■ WHAT IS EXPECTED: Once the pictures are set aside, output all the records exactly.

+++ INPUT DATA

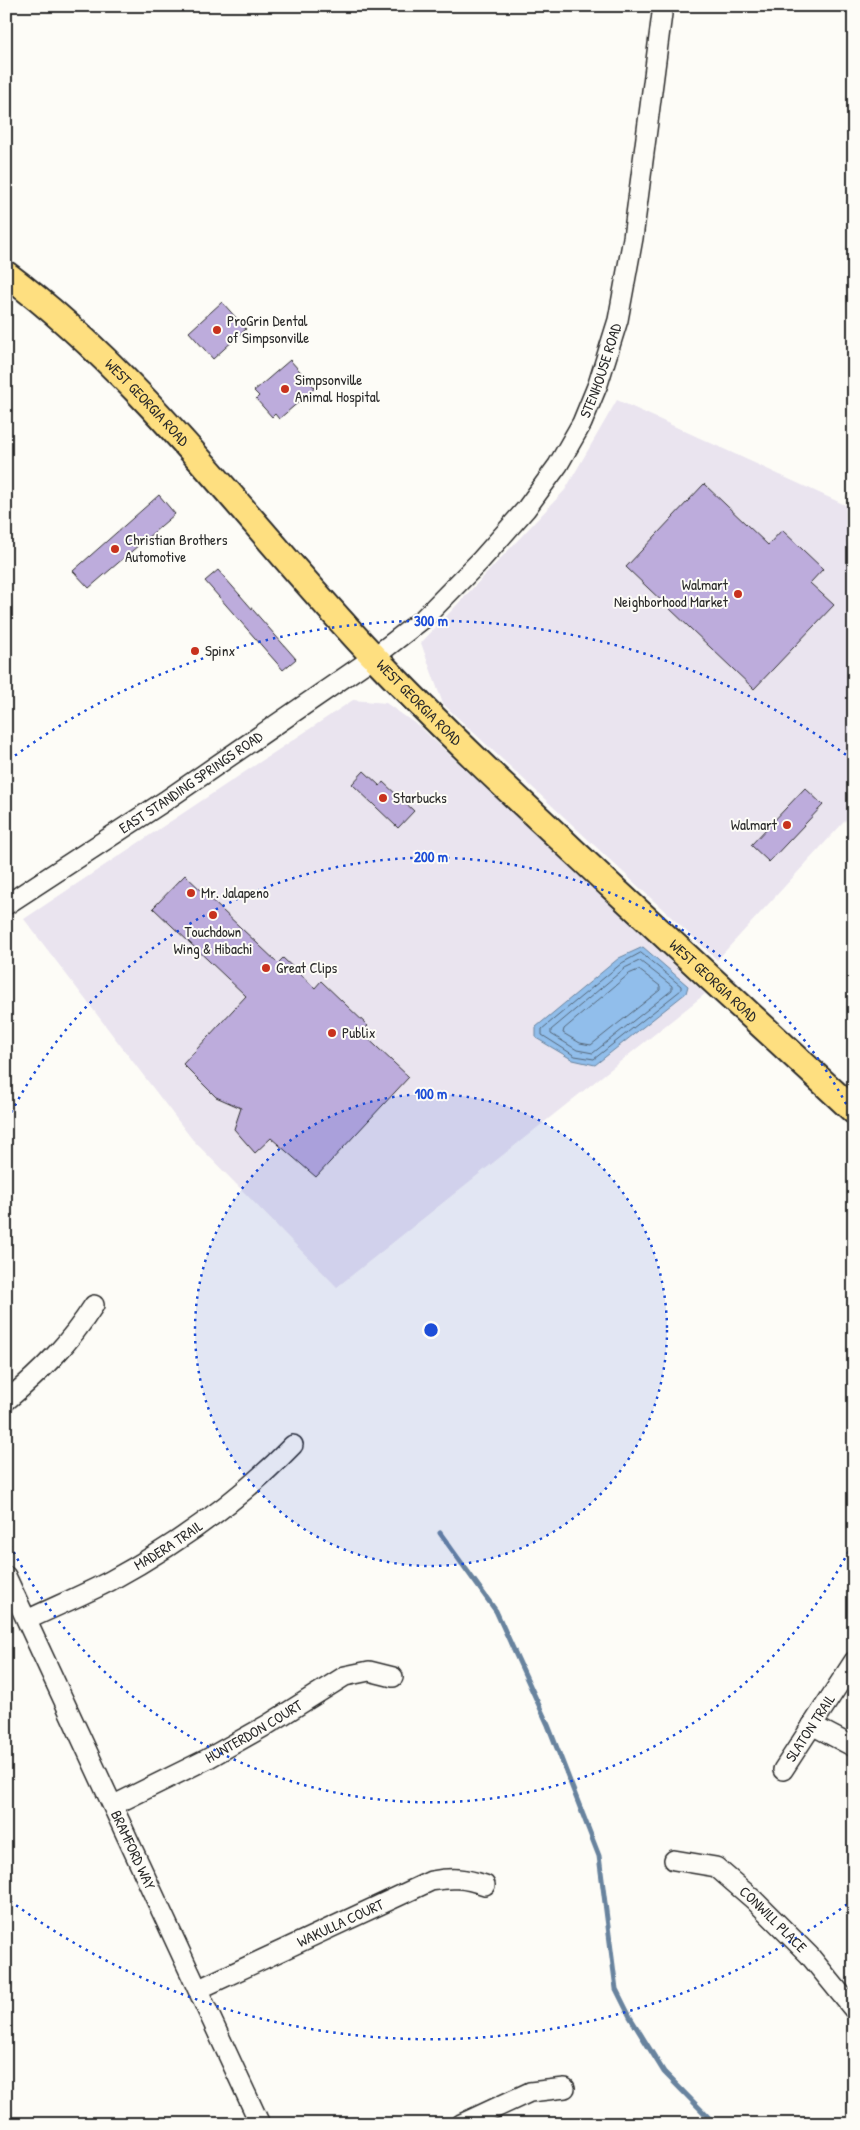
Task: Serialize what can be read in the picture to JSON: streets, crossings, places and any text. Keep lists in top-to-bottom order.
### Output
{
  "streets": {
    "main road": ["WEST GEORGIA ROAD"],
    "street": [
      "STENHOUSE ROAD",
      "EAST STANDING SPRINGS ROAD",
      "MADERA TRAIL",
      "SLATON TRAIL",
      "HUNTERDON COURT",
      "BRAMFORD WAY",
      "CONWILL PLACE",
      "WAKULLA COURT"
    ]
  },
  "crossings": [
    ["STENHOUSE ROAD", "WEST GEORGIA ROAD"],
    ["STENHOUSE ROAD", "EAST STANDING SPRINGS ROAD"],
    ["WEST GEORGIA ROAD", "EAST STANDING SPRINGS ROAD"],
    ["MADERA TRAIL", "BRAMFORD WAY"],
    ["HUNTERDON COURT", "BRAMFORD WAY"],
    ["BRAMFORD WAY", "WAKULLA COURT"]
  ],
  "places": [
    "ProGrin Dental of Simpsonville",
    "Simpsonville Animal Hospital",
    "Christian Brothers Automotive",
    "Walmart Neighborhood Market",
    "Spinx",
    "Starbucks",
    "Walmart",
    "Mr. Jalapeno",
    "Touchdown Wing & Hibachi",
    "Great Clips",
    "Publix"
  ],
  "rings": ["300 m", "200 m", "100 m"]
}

++++++

■ RESULT OF THIS TASK:
Task: Serialize what can be read in the picture to JSON: streets, crossings, places and any text. Keep lists in top-to-bottom order.
### Output
{
  "streets": {
    "main road": ["WEST GEORGIA ROAD"],
    "street": [
      "STENHOUSE ROAD",
      "EAST STANDING SPRINGS ROAD",
      "MADERA TRAIL",
      "SLATON TRAIL",
      "HUNTERDON COURT",
      "BRAMFORD WAY",
      "CONWILL PLACE",
      "WAKULLA COURT"
    ]
  },
  "crossings": [
    ["STENHOUSE ROAD", "WEST GEORGIA ROAD"],
    ["STENHOUSE ROAD", "EAST STANDING SPRINGS ROAD"],
    ["WEST GEORGIA ROAD", "EAST STANDING SPRINGS ROAD"],
    ["MADERA TRAIL", "BRAMFORD WAY"],
    ["HUNTERDON COURT", "BRAMFORD WAY"],
    ["BRAMFORD WAY", "WAKULLA COURT"]
  ],
  "places": [
    "ProGrin Dental of Simpsonville",
    "Simpsonville Animal Hospital",
    "Christian Brothers Automotive",
    "Walmart Neighborhood Market",
    "Spinx",
    "Starbucks",
    "Walmart",
    "Mr. Jalapeno",
    "Touchdown Wing & Hibachi",
    "Great Clips",
    "Publix"
  ],
  "rings": ["300 m", "200 m", "100 m"]
}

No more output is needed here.